__What to produce__. Return only what lies between the first line of the entries and the line containing "0 8px,transparent 0", both lines included.

Saved data entries:
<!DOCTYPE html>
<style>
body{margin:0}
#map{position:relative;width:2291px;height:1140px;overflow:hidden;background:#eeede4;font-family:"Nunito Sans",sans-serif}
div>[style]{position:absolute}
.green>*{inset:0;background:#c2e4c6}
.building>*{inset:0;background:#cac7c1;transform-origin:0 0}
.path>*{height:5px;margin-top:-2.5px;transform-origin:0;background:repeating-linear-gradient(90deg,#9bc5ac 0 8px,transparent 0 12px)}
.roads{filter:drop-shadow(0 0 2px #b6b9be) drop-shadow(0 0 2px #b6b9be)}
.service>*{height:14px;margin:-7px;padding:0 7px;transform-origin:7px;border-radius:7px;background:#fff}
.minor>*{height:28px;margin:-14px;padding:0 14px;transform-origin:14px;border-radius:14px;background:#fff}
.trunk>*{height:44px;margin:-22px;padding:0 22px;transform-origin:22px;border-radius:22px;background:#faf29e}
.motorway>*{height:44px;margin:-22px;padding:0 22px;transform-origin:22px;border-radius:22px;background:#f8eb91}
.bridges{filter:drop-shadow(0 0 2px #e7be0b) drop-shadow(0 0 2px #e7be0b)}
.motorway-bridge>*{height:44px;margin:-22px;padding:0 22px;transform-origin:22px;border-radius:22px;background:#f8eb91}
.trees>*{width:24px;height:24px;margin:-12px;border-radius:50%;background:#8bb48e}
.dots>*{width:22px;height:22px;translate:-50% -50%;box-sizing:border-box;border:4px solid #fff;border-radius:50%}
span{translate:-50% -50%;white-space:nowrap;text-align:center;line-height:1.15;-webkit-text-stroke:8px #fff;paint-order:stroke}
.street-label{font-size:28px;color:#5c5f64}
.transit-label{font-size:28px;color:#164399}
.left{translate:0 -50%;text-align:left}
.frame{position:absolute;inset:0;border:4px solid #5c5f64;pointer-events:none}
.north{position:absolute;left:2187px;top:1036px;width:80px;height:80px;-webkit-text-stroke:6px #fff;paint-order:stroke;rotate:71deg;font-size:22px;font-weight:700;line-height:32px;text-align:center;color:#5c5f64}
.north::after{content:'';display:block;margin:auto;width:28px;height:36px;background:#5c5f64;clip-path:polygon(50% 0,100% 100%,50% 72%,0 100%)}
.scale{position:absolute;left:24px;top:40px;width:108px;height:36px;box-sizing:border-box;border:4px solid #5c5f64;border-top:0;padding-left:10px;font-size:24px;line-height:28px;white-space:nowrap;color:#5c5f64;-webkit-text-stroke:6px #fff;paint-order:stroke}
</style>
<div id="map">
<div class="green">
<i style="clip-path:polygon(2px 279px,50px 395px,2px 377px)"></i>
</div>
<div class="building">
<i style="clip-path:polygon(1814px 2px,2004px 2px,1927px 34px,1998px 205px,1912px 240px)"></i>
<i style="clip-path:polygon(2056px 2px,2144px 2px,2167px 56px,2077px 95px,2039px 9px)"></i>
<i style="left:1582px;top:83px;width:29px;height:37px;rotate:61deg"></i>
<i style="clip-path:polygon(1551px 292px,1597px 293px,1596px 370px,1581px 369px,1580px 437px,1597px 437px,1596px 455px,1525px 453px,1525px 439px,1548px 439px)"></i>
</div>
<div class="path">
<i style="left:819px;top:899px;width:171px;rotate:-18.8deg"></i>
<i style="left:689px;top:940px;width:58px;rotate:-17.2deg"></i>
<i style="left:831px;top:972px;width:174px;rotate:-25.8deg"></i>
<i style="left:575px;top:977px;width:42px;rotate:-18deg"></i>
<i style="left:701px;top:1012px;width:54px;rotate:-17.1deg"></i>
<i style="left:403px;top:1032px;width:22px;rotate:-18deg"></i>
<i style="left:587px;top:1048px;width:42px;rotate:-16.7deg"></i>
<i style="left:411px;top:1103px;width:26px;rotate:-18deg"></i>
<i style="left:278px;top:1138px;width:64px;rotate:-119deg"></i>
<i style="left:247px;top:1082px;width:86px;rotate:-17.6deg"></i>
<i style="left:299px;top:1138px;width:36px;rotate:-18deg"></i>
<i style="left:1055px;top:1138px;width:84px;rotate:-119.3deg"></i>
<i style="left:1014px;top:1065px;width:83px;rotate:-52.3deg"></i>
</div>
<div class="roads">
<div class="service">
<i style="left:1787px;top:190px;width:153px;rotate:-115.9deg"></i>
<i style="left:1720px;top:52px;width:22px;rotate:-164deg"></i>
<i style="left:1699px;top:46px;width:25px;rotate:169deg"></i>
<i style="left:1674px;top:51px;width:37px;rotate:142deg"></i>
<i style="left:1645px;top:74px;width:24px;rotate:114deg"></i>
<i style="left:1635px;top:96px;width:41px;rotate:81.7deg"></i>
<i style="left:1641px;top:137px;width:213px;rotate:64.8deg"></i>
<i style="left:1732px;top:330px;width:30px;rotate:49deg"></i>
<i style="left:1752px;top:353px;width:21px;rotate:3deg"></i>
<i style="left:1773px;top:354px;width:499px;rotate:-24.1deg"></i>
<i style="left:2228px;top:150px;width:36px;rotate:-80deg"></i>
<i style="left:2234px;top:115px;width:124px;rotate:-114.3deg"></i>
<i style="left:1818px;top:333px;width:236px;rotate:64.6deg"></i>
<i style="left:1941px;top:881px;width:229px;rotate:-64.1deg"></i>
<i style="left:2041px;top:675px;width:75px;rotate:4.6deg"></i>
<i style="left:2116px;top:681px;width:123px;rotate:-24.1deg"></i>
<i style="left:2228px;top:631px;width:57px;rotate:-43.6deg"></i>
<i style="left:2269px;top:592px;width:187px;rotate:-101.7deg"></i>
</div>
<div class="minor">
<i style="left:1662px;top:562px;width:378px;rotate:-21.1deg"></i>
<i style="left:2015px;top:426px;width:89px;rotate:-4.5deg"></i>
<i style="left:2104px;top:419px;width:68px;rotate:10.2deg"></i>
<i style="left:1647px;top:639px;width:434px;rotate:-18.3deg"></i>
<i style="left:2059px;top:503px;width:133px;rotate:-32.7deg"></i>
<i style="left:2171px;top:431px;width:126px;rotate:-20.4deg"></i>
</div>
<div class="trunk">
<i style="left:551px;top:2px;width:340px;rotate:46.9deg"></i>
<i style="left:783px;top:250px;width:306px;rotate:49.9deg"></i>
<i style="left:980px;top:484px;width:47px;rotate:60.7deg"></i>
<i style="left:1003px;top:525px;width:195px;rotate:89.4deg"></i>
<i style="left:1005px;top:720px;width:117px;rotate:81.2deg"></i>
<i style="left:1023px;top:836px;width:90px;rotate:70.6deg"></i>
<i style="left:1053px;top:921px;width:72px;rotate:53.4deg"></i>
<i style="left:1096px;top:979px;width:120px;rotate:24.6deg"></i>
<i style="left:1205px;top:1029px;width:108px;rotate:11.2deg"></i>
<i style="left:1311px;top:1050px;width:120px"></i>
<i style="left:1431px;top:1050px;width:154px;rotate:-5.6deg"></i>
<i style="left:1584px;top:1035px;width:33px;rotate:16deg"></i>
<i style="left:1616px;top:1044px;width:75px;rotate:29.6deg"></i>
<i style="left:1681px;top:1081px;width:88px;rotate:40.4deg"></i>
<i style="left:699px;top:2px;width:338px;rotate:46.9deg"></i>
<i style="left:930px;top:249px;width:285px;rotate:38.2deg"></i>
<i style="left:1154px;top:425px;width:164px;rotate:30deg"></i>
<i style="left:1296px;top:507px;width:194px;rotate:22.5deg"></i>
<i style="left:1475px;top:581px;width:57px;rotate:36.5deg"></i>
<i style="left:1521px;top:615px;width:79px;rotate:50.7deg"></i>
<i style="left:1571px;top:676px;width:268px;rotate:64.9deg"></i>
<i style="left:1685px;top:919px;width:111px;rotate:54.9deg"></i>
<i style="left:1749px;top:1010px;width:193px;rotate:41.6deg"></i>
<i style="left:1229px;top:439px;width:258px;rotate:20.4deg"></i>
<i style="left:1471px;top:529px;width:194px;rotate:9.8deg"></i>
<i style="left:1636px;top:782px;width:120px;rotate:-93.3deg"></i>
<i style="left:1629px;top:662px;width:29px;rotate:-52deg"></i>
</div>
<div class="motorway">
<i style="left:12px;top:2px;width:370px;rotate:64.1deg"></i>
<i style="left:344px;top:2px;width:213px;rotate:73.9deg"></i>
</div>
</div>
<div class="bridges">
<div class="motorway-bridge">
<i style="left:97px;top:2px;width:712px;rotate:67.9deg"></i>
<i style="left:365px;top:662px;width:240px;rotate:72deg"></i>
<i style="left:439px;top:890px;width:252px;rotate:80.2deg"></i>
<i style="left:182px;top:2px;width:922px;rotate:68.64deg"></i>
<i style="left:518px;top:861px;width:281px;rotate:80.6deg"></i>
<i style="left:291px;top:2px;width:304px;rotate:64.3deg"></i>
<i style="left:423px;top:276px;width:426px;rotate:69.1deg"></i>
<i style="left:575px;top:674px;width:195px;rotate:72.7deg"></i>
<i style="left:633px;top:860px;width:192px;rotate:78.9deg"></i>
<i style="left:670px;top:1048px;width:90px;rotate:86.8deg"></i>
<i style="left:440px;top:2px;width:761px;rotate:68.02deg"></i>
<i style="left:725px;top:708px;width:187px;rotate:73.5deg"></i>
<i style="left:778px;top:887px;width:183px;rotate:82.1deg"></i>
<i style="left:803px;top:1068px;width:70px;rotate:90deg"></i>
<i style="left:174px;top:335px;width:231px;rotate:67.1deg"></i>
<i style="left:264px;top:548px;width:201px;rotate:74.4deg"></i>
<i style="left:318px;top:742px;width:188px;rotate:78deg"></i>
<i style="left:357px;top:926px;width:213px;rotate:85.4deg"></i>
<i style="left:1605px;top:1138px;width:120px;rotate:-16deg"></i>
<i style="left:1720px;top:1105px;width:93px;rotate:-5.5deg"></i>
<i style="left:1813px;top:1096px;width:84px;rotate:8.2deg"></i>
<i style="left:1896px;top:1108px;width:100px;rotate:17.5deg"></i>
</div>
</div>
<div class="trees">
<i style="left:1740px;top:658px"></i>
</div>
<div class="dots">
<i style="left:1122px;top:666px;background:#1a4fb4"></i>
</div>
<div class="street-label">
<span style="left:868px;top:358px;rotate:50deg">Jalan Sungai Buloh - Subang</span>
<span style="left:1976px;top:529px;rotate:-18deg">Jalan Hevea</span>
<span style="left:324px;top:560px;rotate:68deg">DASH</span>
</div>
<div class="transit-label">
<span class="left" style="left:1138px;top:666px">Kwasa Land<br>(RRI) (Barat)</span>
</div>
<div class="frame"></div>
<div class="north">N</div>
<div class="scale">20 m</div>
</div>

__Result of the exercise__.
<!DOCTYPE html>
<style>
body{margin:0}
#map{position:relative;width:2291px;height:1140px;overflow:hidden;background:#eeede4;font-family:"Nunito Sans",sans-serif}
div>[style]{position:absolute}
.green>*{inset:0;background:#c2e4c6}
.building>*{inset:0;background:#cac7c1;transform-origin:0 0}
.path>*{height:5px;margin-top:-2.5px;transform-origin:0;background:repeating-linear-gradient(90deg,#9bc5ac 0 8px,transparent 0 12px)}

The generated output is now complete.